As prisões dos réus foram validadas pela Primeira Turma do STF ainda na terça-feira (25). Por unanimidade, os ministros Flávio Dino, Cristiano Zanin e Cármen Lúcia acompanharam o voto do relator Alexandre de Moraes.
Confira a agenda de audiências.
- Almir Garnier: às 13h, na Estação Rádio da Marinha, em Brasília;
- Anderson Torres: às 13h30, no presídio da Papuda, em Brasília;
- Augusto Heleno: às 14h, no Comando Militar do Planalto, em Brasília;
- Jair Bolsonaro: às 14h30, na Superintendência da Polícia Federal no Distrito Federal;
- Paulo Sérgio Nogueira: às 15h, no Comando Militar do Planalto, em Brasília;
- Braga Netto: às 15h30, na Vila Militar, no Rio de Janeiro.
O deputado federal e ex-diretor da Agência Brasileira de Inteligência (Abin), Alexandre Ramagem, está em Miami, nos Estados Unidos, e é considerado foragido.

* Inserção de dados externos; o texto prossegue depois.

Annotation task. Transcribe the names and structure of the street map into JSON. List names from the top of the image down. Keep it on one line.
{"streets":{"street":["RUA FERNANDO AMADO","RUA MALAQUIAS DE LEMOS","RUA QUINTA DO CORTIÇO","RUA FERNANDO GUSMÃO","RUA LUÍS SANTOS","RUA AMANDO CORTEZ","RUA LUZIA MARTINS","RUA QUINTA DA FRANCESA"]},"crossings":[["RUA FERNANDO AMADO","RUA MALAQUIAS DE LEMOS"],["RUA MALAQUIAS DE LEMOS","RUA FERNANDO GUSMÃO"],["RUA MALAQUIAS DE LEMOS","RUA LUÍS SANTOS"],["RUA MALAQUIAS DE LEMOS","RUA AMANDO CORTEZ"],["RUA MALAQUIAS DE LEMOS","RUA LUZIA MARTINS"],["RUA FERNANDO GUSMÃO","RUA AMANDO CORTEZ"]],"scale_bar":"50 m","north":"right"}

O mandado de prisão será incluído no Banco Nacional do Monitoramento de Prisões (BNMP).
No dia 14 deste mês, por unanimidade, a Primeira Turma da Corte rejeitou os primeiros recursos de Bolsonaro e de mais seis réus do Núcleo 1 da trama golpista.
Condenação
Em setembro, Bolsonaro foi condenado pela Primeira Turma do Supremo a 27 anos e três meses de prisão em regime inicial fechado. Por 4 votos a 1, ele foi considerado culpado de liderar uma organização criminosa armada para tentar um golpe de Estado, com o objetivo de manter-se no poder mesmo após derrota eleitoral em 2022.